C’est à Jean-Baptiste André Godin qu’il revient de réaliser en France un modèle
dérivé du Phalanstère, le Familistère, construit à Guise (département de l’Aisne) à partir
de 1860. C’est un « Palais social » édifié pour les ouvriers et leur famille. En 1874, dans
La richesse au service du peuple.
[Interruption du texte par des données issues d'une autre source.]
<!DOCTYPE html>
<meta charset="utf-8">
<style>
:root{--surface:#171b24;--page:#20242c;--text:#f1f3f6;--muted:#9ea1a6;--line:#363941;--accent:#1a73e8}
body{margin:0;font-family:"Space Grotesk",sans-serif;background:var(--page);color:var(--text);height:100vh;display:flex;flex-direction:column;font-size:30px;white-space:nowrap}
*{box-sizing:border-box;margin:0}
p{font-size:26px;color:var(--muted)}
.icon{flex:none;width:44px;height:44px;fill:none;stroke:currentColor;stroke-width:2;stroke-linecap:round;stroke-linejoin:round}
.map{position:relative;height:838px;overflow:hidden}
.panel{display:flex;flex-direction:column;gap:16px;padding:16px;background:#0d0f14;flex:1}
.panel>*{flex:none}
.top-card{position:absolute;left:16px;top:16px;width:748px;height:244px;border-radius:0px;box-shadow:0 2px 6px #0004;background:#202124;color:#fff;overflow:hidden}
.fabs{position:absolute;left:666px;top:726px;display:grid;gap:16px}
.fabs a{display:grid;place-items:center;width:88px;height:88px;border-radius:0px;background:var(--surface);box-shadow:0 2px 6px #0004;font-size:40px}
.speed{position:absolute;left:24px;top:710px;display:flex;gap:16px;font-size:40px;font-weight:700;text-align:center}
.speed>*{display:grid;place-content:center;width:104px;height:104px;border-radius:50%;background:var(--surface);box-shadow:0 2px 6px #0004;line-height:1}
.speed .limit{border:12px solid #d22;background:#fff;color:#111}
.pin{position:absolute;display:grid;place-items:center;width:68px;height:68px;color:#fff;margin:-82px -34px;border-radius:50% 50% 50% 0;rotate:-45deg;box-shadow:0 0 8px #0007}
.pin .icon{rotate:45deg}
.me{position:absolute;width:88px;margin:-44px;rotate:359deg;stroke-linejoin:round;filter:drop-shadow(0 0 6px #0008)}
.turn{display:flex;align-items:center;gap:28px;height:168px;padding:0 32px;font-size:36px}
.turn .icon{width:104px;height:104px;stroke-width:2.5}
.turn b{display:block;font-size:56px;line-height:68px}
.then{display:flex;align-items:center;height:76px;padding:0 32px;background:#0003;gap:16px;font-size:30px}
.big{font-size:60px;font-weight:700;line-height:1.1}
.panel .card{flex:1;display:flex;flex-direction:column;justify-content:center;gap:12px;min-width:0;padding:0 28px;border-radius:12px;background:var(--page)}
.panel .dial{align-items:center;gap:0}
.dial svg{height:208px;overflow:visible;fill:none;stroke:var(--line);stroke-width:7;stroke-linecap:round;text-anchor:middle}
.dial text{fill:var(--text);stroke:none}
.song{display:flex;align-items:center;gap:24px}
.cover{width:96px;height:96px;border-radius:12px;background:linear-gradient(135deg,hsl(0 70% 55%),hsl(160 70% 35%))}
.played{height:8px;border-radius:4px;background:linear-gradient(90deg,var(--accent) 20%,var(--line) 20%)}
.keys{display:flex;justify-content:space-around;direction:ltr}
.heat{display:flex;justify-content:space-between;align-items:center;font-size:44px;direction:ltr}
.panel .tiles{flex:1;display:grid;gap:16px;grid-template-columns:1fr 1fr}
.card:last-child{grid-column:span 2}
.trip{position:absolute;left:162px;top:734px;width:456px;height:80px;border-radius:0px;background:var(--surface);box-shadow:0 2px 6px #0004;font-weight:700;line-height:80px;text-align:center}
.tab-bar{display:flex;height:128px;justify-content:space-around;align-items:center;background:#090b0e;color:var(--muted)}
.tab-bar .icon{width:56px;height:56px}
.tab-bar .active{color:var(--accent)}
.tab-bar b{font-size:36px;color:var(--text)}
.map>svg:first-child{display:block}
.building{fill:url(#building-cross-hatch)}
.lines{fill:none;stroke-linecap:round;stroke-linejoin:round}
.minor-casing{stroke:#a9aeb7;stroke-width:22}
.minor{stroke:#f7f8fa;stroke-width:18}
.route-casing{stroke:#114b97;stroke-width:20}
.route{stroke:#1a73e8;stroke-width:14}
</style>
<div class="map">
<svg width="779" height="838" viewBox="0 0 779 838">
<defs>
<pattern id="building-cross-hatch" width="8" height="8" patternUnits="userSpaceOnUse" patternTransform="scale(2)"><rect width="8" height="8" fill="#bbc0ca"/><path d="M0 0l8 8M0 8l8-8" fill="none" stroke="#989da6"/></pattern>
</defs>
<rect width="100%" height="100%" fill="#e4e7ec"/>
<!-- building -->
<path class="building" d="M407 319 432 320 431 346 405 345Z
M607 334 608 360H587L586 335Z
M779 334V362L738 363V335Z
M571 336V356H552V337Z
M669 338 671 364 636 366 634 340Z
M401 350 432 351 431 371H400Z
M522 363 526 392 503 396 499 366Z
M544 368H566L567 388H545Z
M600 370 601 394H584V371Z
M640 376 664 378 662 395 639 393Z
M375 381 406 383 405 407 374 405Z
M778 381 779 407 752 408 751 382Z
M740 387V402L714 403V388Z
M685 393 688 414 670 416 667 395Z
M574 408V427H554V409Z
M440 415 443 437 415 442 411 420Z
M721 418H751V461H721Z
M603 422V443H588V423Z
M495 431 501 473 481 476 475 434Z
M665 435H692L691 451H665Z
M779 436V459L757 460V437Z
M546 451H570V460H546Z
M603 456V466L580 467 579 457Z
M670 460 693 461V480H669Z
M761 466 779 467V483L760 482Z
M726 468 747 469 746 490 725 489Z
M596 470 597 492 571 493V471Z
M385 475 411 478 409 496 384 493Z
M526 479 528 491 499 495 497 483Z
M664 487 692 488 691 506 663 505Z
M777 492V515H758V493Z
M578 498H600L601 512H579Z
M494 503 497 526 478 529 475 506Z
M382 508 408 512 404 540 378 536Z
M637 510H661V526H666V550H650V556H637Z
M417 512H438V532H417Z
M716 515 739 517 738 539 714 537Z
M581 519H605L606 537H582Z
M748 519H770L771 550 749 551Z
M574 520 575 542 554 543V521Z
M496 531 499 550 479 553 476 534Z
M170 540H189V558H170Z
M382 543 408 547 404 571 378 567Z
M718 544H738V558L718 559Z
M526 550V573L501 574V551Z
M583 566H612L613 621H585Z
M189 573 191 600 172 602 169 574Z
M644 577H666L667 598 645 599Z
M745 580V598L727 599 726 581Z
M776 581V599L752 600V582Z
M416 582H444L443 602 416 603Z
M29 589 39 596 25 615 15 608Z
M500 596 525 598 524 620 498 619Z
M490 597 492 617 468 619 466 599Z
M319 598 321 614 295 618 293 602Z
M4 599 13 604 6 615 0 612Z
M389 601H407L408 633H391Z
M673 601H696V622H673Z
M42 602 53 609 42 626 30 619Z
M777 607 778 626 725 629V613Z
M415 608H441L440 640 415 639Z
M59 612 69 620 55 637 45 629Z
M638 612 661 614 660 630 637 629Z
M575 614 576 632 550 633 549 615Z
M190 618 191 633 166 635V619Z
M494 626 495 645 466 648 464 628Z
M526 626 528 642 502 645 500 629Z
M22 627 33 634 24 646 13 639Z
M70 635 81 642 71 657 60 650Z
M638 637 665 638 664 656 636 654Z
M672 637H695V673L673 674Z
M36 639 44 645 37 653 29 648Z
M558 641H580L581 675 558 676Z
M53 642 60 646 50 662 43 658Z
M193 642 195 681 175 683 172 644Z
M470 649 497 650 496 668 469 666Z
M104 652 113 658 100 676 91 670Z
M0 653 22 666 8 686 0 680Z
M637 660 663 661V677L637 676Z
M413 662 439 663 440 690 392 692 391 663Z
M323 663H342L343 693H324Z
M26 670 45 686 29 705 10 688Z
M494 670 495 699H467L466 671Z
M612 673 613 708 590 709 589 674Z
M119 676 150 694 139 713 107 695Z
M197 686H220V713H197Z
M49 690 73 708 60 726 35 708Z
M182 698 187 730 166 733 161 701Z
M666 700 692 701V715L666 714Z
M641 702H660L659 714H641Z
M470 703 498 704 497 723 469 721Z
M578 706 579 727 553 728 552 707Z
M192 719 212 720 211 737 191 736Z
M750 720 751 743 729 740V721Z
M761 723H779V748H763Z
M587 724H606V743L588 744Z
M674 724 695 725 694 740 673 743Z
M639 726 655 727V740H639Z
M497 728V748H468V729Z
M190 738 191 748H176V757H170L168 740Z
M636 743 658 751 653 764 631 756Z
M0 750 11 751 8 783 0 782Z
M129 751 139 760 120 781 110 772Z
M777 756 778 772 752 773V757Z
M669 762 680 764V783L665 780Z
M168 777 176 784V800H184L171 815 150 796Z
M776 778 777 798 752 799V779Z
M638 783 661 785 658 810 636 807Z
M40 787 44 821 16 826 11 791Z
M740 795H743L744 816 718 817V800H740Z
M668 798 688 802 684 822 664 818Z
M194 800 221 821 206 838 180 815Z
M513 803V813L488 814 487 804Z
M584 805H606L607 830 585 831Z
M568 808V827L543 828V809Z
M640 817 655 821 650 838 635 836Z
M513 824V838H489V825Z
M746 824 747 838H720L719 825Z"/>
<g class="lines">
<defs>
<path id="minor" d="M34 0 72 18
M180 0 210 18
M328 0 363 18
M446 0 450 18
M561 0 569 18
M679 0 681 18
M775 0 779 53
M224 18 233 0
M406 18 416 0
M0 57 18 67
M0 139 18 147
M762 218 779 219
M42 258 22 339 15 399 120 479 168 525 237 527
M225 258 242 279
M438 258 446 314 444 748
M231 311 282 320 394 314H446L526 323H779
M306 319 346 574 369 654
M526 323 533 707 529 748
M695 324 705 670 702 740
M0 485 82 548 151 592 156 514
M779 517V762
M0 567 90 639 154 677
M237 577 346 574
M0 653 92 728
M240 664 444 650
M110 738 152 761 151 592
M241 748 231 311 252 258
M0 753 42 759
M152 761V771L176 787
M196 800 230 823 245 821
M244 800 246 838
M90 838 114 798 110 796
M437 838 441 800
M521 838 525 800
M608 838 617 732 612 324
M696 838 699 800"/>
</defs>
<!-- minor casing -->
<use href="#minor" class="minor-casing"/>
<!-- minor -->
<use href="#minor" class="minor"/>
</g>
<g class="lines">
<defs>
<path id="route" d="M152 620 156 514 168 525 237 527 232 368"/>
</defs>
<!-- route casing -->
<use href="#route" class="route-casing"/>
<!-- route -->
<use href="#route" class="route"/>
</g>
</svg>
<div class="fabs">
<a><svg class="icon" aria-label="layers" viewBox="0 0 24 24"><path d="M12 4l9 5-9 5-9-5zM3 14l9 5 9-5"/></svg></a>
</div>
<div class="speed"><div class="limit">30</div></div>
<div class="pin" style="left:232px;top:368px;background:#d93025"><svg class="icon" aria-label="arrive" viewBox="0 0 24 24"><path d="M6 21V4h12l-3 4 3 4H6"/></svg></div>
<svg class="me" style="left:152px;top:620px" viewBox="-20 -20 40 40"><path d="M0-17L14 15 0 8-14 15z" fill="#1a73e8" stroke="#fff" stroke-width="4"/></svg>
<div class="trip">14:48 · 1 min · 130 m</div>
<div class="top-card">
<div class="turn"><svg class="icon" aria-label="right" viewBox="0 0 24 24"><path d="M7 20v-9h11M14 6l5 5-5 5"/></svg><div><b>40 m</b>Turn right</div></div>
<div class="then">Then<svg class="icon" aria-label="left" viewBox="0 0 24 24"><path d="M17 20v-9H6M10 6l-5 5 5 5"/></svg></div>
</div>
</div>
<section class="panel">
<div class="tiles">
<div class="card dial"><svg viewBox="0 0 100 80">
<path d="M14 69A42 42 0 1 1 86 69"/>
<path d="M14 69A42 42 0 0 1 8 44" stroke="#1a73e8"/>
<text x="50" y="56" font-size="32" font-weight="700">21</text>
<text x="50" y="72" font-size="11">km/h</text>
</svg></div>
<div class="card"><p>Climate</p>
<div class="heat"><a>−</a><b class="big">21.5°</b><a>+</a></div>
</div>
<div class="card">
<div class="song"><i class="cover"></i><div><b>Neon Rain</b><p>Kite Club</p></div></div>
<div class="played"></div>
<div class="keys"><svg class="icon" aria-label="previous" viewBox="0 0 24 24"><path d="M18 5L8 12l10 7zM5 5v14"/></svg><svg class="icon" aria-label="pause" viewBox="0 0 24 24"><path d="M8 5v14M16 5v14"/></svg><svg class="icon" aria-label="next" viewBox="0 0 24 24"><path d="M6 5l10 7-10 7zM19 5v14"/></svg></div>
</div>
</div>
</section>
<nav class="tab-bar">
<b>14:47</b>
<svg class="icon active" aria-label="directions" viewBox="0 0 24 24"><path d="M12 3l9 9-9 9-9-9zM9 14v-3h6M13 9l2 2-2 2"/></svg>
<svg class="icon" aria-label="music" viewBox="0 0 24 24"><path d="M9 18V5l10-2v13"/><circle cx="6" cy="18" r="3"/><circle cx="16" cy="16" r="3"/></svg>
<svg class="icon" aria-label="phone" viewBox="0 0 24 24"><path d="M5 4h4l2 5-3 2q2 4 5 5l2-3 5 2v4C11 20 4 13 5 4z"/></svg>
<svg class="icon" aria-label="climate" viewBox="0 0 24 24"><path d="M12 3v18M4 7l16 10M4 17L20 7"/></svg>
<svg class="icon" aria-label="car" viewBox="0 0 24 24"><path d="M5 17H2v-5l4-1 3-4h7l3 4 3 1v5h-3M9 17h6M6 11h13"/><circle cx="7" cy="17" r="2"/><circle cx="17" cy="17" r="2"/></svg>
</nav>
Le familistère de Guise, Godin écrit : « Ne pouvant faire
un palais de la chaumière ou du galetas de chaque famille ouvrière, nous avons voulu
mettre la demeure de l'ouvrier dans un Palais : le Familistère, en effet, n'est pas autre
chose, c'est le palais du travail, c'est le PALAIS SOCIAL de l'avenir ».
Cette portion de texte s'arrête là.